The further to the left or the right you move, the more your lens on life distorts.

Thursday, April 02, 2015

Walk Away

As deadline after deadline passes and Barack Obama's Team of 2s continues in its effort to find a level of capitulation that is acceptable to Iran, I'm reminded of simple words of wisdom imparted when I went to purchase my first used car (a beat up Chevy). My father said this: "You have to be willing to walk away. If the deal isn't right, thank the seller for his time and walk away. You'd be amazed how often the terms of the deal can change as you're walking out the door."

Now, I'm the first to admit that buying a cheap used car isn't quite the same as negotiating a nuclear arms deal, but the basic principle imparted by my father remains the same. It appears that the golden boys on Obama's Team of 2s never learned that simple wisdom (with silver spoon in hand, they probably had their staff do all the automotive negotiations at the Jaguar/Bentley dealership), and now, they refuse to walk—even though the Iranian demands are unacceptable.

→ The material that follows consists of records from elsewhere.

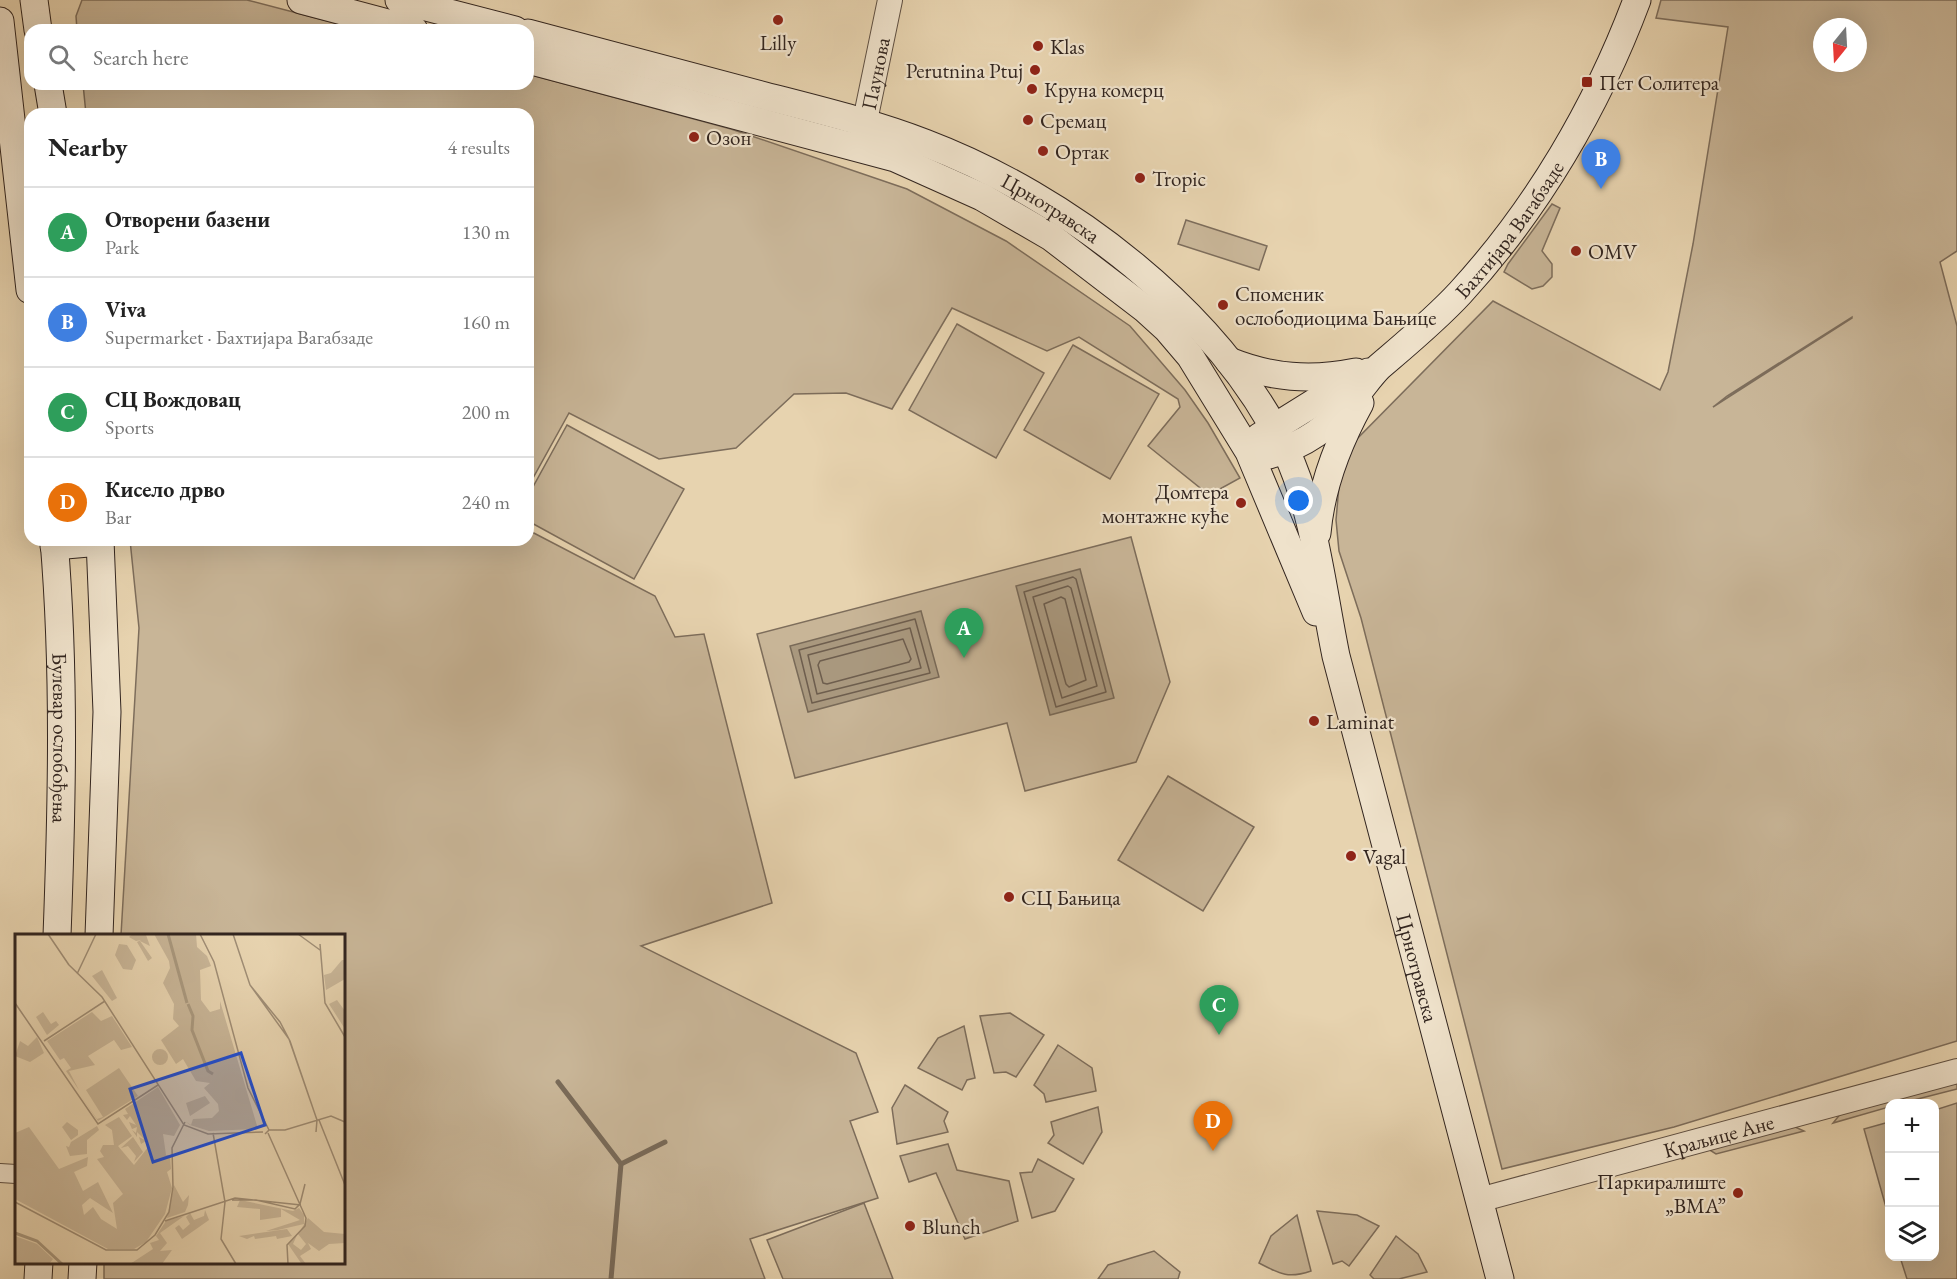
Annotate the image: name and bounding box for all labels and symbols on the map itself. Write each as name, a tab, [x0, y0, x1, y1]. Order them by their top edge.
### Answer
marker: Lilly	[771, 13, 785, 27]
north arrow	[1813, 18, 1867, 72]
place label: Lilly	[760, 29, 797, 56]
place label: Klas	[1050, 33, 1085, 60]
street label: Паунова	[854, 34, 896, 112]
marker: Klas	[1031, 39, 1045, 53]
place label: Perutnina Ptuj	[906, 57, 1023, 84]
marker: Perutnina Ptuj	[1028, 63, 1042, 77]
place label: Пет Солитера	[1599, 69, 1720, 96]
marker: Пет Солитера	[1580, 75, 1594, 89]
place label: Круна комерц	[1044, 76, 1164, 103]
marker: Круна комерц	[1025, 82, 1039, 96]
place label: Сремац	[1040, 107, 1107, 134]
marker: Сремац	[1021, 113, 1035, 127]
place label: Озон	[706, 124, 751, 151]
marker: Озон	[687, 130, 701, 144]
place label: Ортак	[1055, 138, 1109, 165]
pin: B	[1582, 140, 1620, 189]
marker: Ортак	[1036, 144, 1050, 158]
street label: Бахтијара Вагабзаде	[1448, 156, 1569, 304]
place label: Tropic	[1152, 165, 1206, 192]
street label: Црнотравска	[997, 167, 1106, 249]
marker: Tropic	[1133, 171, 1147, 185]
place label: OMV	[1588, 238, 1638, 265]
marker: OMV	[1569, 244, 1583, 258]
place label: Споменик ослободиоцима Бањице	[1235, 280, 1436, 331]
marker: Споменик ослободиоцима Бањице	[1216, 298, 1230, 312]
place label: Домтера монтажне куће	[1101, 478, 1230, 529]
your location	[1284, 486, 1313, 515]
marker: Домтера монтажне куће	[1234, 496, 1248, 510]
pin: A	[944, 608, 984, 658]
street label: Булевар ослобођења	[47, 652, 75, 824]
place label: Laminat	[1326, 708, 1395, 735]
marker: Laminat	[1307, 714, 1321, 728]
place label: Vagal	[1363, 843, 1406, 870]
marker: Vagal	[1344, 849, 1358, 863]
place label: СЦ Бањица	[1021, 884, 1121, 911]
marker: СЦ Бањица	[1002, 890, 1016, 904]
street label: Црнотравска	[1391, 911, 1445, 1026]
inset map	[15, 934, 345, 1264]
pin: C	[1200, 986, 1238, 1035]
pin: D	[1194, 1102, 1232, 1151]
street label: Краљице Ане	[1660, 1108, 1777, 1163]
place label: Паркиралиште „ВМА”	[1597, 1168, 1726, 1219]
marker: Паркиралиште „ВМА”	[1731, 1186, 1745, 1200]
place label: Blunch	[922, 1213, 981, 1240]
marker: Blunch	[903, 1219, 917, 1233]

I suspect that John Kerry, under Obama's direction, would happily agree to the removal of all sanctions right now, so this president could achieve his "landmark diplomatic achievement." Luckily, even Obama couldn't get away with that. A bipartisan majority of Congress would justifiably scream bloody murder.

John Podhoretz uses an amusing metaphor to describe the current situation:
[Secretary of State John] Kerry is the party guest who wouldn’t leave. Kerry is the customer in the restaurant after closing time who remains sitting at his table while the staff puts the chairs up, turns the lights off in the front and then goes downstairs to change so they can go home — and when they come upstairs he’s still there, John Kerry is, sipping on his flat Pellegrino.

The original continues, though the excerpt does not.